He was two years older than me, and that fact made my parents very uncomfortable, but I ignored them, branding them hypocrites because my dad is five years older than my mom. I liked the way he made me feel all grown up, almost always using toungue when he kissed me. The thrill of electricity that ran down my spine when he kissed my neck or even just held my hand was intoxicating. I would have been happy to go on like that forever, but then the touching started. That was amazing too. Always over the clothes, he was very respectful at first, but once that ring was on my finger he decided he owned me, and I was too afraid to say no.
Now I wasn’t afraid that he would hurt me, despite the way that he beat on his brother. I was afraid that if he left me then everything we had been doing would be a sin, and I would never be clean in God’s eyes again. I truly thought that this boy was my only chance at salvation, and this was amplified when my mother told me she had had a dream where she had seen our future children. Because of this fear, I let him violate me anyway he chose, dispite the fact that it made me feel dirty, and he wasn’t as gentle with me as he had been in the beginning. I wore a lot of turtle necks to keep my parents from noticing the hickies, and when there was blood in my panties I always blamed it on my period.
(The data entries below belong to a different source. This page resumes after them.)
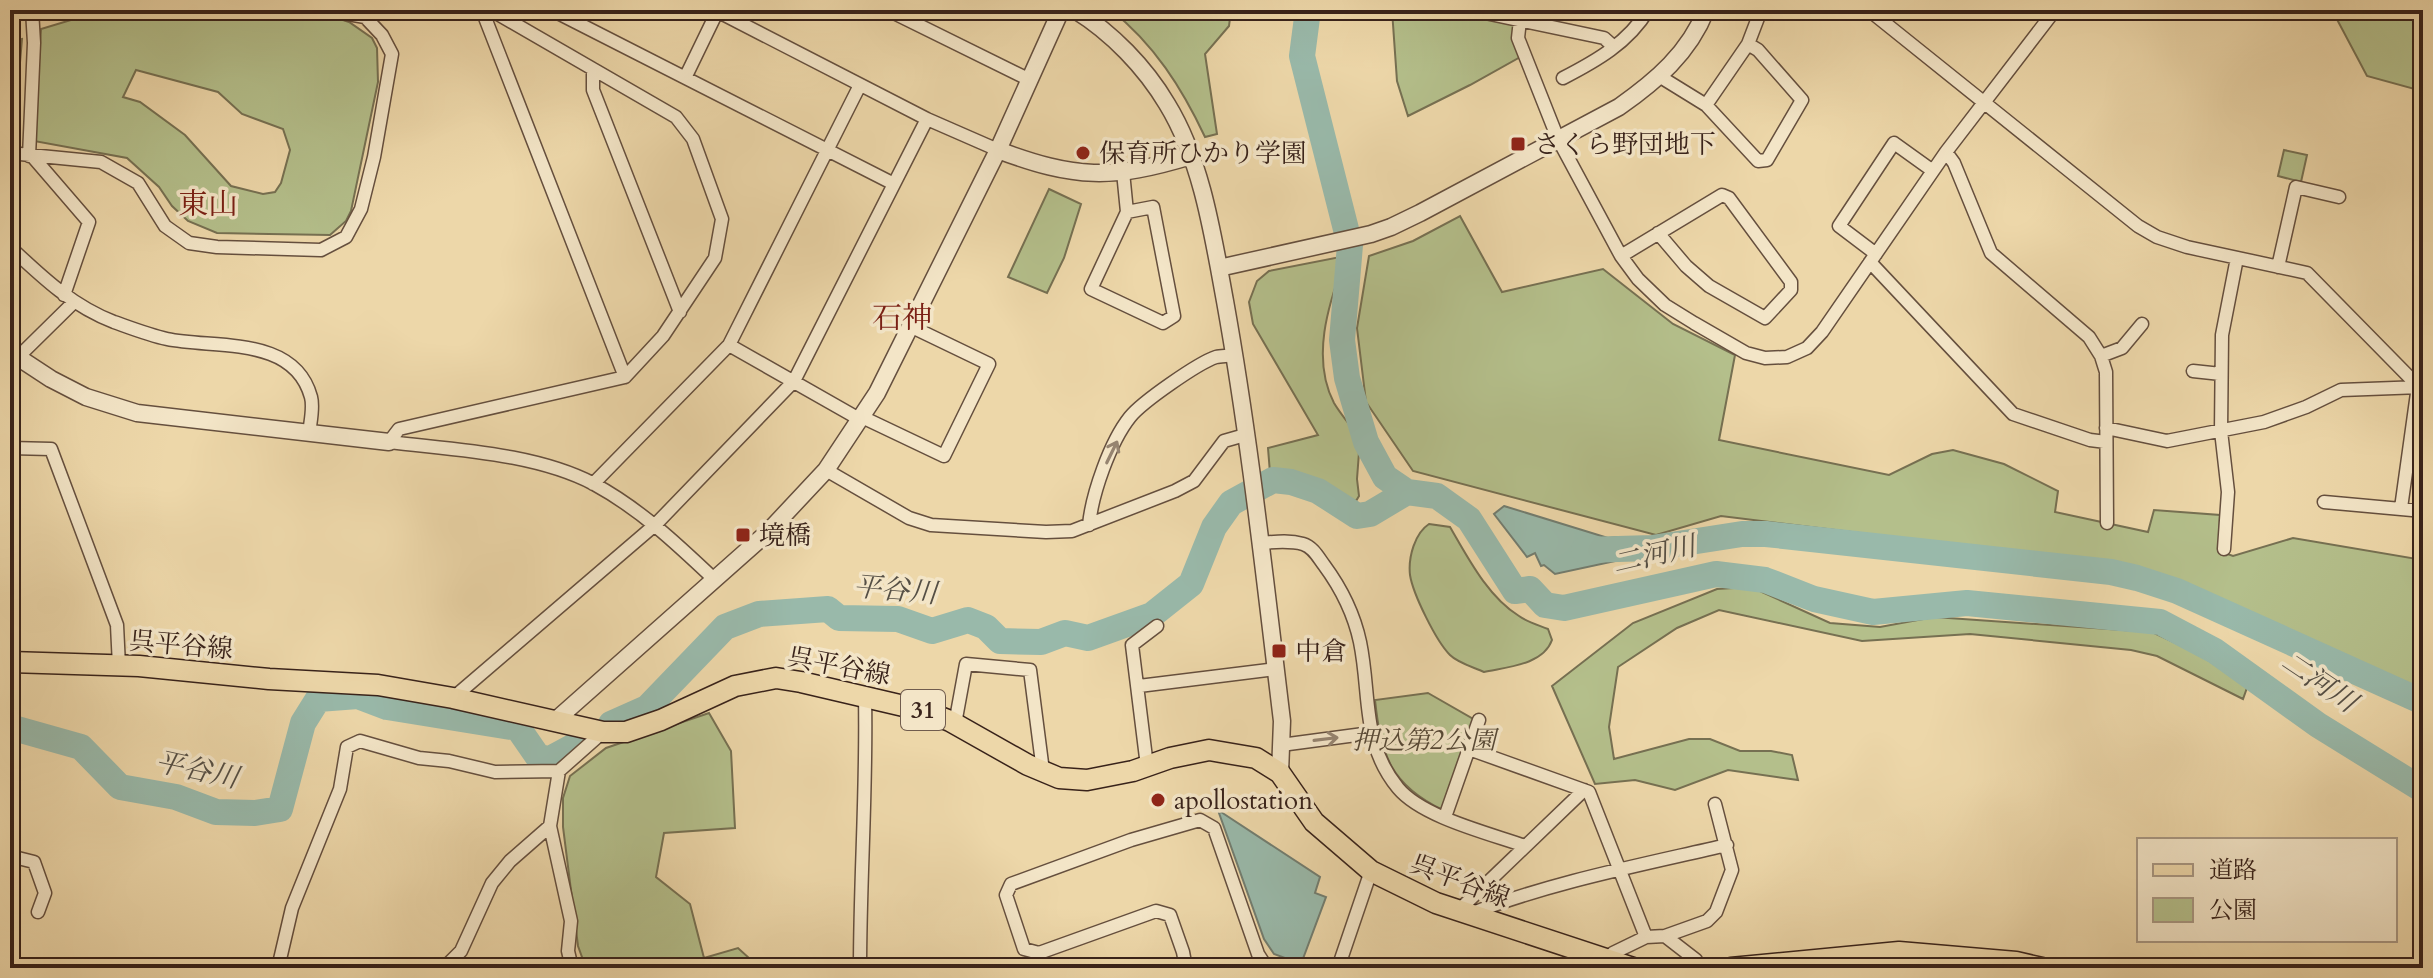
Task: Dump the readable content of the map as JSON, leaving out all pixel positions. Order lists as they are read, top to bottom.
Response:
{
  "streets": {
    "main road": ["呉平谷線", "31"]
  },
  "districts": ["東山", "石神"],
  "water": ["二河川", "平谷川"],
  "parks": ["押込第2公園"],
  "places": {
    "transit": ["さくら野団地下", "境橋", "中倉"],
    "other": ["保育所ひかり学園", "apollostation"]
  },
  "legend": ["道路", "公園"]
}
The shame of what we were doing seemed to roll right off of him, but for me it was my constant companion. I felt dirty all the time. In church they have this ritual where they pass around trays filled with little bits of bread and cups of water meant to signify the body and blood of Christ. When ever it came to me I said a silent prayer for forgiveness because you weren’t supposed to partake if you weren’t pure, but the shame of rejecting the sacrament where my parents and the whole rest of the church could see was too much to bear, and I took part anyway.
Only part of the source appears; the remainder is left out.